Annotation of the BAC assemblies was performed using the TIGR annotation pipeline, a collection of software known as Eukaryotic Genome Control that serves as the central data management system. Each BAC sequence was processed through a series of algorithms for predicting genes (Genscan+, Genemark.hmm, and Glimmer) (Burge and Karlin, 1997; Lukashin and Borodovsky, 1998; Salzberg et al., 1999), splice sites (Hebsgaard et al., 1996; Pertea et al., 2001), and tRNAs (Lowe and Eddy, 1997). The AAT package (Huang et al., 1997) was used for homology searches against nucleotide and protein databases, including plant-specific cDNA and EST sequences, TIGR plant gene indices (Quackenbush et al., 2000), a nonredundant amino acid database filtered from public sources, and SwissProt (Bairoch and Apweiler, 2000). Proteins encoded by gene models generated by the database searches and predictions were further searched against Markov model databases, including Pfam (Bateman et al., 2002), and automatically assigned a putative name based on domain hits or homology with previously identified proteins. Gene structures and names were manually inspected and refined as necessary. Annotated gene models were also searched against a curated database of transposon-encoded proteins (ftp://ftp.tigr.org/pub/data/TransposableElements/transposon_db.pep). The top match from each hit was used to classify the transposons, which are treated as a separate data set. Predicted proteins <100 amino acids in length with no database support were excluded from the annotation and gene counts.

Sequence Deconstruction and BLAST Analysis Tool

We developed an alignment tool that deconstructs a sequence contig into overlapping segments of 1000 bp and conducts BLASTN searches against a database of Arabidopsis thaliana coding sequences named by Arabidopsis Genome Initiative code. The tabular output permits a rapid (<5 min) visual inspection of collinearity between the genes present on the Brassica BAC and the Arabidopsis genome. This differs from existing synteny assessment tools in that it is fast and uses all of the BAC sequence, rather than restricting the analysis to the predicted proteins. Thus, the tool can detect gene fragments not incorporated into gene models. The tool is accessible as part of a publicly available analysis pipeline that is under development (http://brassica.bbsrc.ac.uk/annotate.html).

Phylogenetic Analysis

Protein sequences were aligned using the MUSCLE program (Edgar, 2004), and alignments were edited with GeneDoc (Nicholas et al., 1997). Phylogenetic analysis was performed with the PHYLIP version 3.6 software package (Felsenstein, 1989). The SEQBOOT program was used to generate 1000 bootstrap alignments.

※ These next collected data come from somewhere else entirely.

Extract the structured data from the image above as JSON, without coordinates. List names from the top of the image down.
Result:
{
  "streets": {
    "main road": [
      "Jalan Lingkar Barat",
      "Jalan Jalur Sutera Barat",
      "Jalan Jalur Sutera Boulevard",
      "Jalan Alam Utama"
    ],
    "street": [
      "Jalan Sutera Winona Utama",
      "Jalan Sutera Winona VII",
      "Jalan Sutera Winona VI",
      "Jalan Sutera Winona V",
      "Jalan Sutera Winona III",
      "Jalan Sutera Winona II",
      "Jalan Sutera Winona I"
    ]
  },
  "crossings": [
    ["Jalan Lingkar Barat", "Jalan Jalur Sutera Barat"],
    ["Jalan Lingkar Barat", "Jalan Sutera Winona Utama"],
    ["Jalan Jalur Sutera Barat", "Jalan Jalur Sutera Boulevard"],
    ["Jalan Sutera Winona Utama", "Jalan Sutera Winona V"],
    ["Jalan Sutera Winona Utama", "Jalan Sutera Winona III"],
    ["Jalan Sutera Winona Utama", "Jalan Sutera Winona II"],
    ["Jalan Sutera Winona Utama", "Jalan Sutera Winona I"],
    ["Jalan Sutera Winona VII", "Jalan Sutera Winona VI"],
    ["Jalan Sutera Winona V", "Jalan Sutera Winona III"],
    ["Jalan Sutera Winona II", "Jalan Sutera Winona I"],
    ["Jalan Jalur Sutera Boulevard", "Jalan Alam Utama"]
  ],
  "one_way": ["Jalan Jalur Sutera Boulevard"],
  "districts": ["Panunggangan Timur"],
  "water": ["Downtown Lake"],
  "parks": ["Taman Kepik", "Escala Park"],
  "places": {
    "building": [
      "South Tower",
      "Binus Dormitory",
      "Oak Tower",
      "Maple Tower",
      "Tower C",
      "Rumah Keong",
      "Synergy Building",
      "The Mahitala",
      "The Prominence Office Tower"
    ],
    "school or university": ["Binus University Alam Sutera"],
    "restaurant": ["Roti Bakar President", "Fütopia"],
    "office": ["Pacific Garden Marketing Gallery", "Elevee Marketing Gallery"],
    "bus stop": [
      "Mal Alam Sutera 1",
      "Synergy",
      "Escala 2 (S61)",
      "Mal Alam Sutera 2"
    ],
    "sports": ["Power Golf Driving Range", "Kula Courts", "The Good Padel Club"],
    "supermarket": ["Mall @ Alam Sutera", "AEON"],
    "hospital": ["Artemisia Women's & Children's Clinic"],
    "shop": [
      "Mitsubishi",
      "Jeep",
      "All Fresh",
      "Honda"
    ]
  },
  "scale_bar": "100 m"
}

The maximum likelihood program PROML was used to generate the bootstrap trees, for each of which the sequence order was jumbled 10 times, with the global rearrangement option enabled. The final extended majority rule consensus tree was generated with the CONSENSE program. Cladograms were displayed with Tree Explorer, in the MEGA version 3.1 software (Kumar et al., 2004), and rooted with the midpoint method using RETREE in the PHYLIP version 3.6 software package (Felsenstein, 1989). To check consistency between approaches, phylogenies were also constructed as neighbor-joining trees with p-distance correction, using MEGA version 3.1 (Kumar et al., 2004).

Divergence Calculations

For every possible paralogous or homologous gene pair, we performed protein back-translated nucleotide alignments and calculated the synonymous substitution rate as well as overall sequence identity using the PAML package assuming model 0, similar to the approach described by Maere et al. (2005). Putative pairs with relatively low sequence identity (<50% at the amino acid level) generated anomalous values and were excluded.

Accession Numbers

Accession numbers for the sequence contigs are listed in Table 1.

Supplemental Data

The following materials are available in the online version of this article.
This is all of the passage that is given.